An exact copy of the entries is required, with every image omitted.

[[ INFORMATION SHOWN, beginning ]]

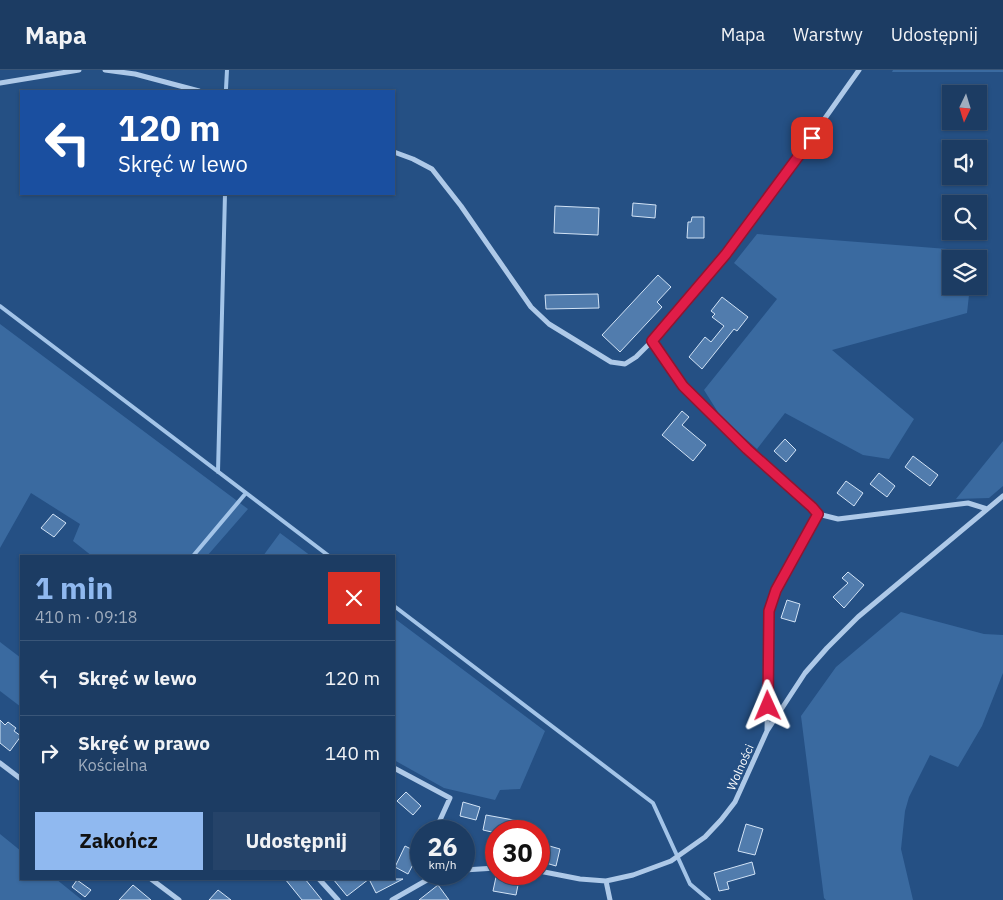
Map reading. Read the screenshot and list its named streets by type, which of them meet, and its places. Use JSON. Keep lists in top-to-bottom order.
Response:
{
  "streets": {
    "street": ["Wolności"]
  },
  "north": "bottom",
  "page": {
    "header": "Mapa",
    "nav": ["Mapa", "Warstwy", "Udostępnij"],
    "turn": ["120 m", "Skręć w lewo"],
    "heading": ["1 min", "410 m · 09:18"],
    "list": [
      {
        "name": "Skręć w lewo",
        "value": "120 m"
      },
      {
        "name": "Skręć w prawo",
        "note": "Kościelna",
        "value": "140 m"
      }
    ],
    "buttons": ["Zakończ", "Udostępnij"],
    "speed": "26 km/h",
    "limit": "30"
  }
}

[[ INFORMATION SHOWN, end ]]

» SOLUTION TO THIS TASK:
Map reading. Read the screenshot and list its named streets by type, which of them meet, and its places. Use JSON. Keep lists in top-to-bottom order.
Response:
{
  "streets": {
    "street": ["Wolności"]
  },
  "north": "bottom",
  "page": {
    "header": "Mapa",
    "nav": ["Mapa", "Warstwy", "Udostępnij"],
    "turn": ["120 m", "Skręć w lewo"],
    "heading": ["1 min", "410 m · 09:18"],
    "list": [
      {
        "name": "Skręć w lewo",
        "value": "120 m"
      },
      {
        "name": "Skręć w prawo",
        "note": "Kościelna",
        "value": "140 m"
      }
    ],
    "buttons": ["Zakończ", "Udostępnij"],
    "speed": "26 km/h",
    "limit": "30"
  }
}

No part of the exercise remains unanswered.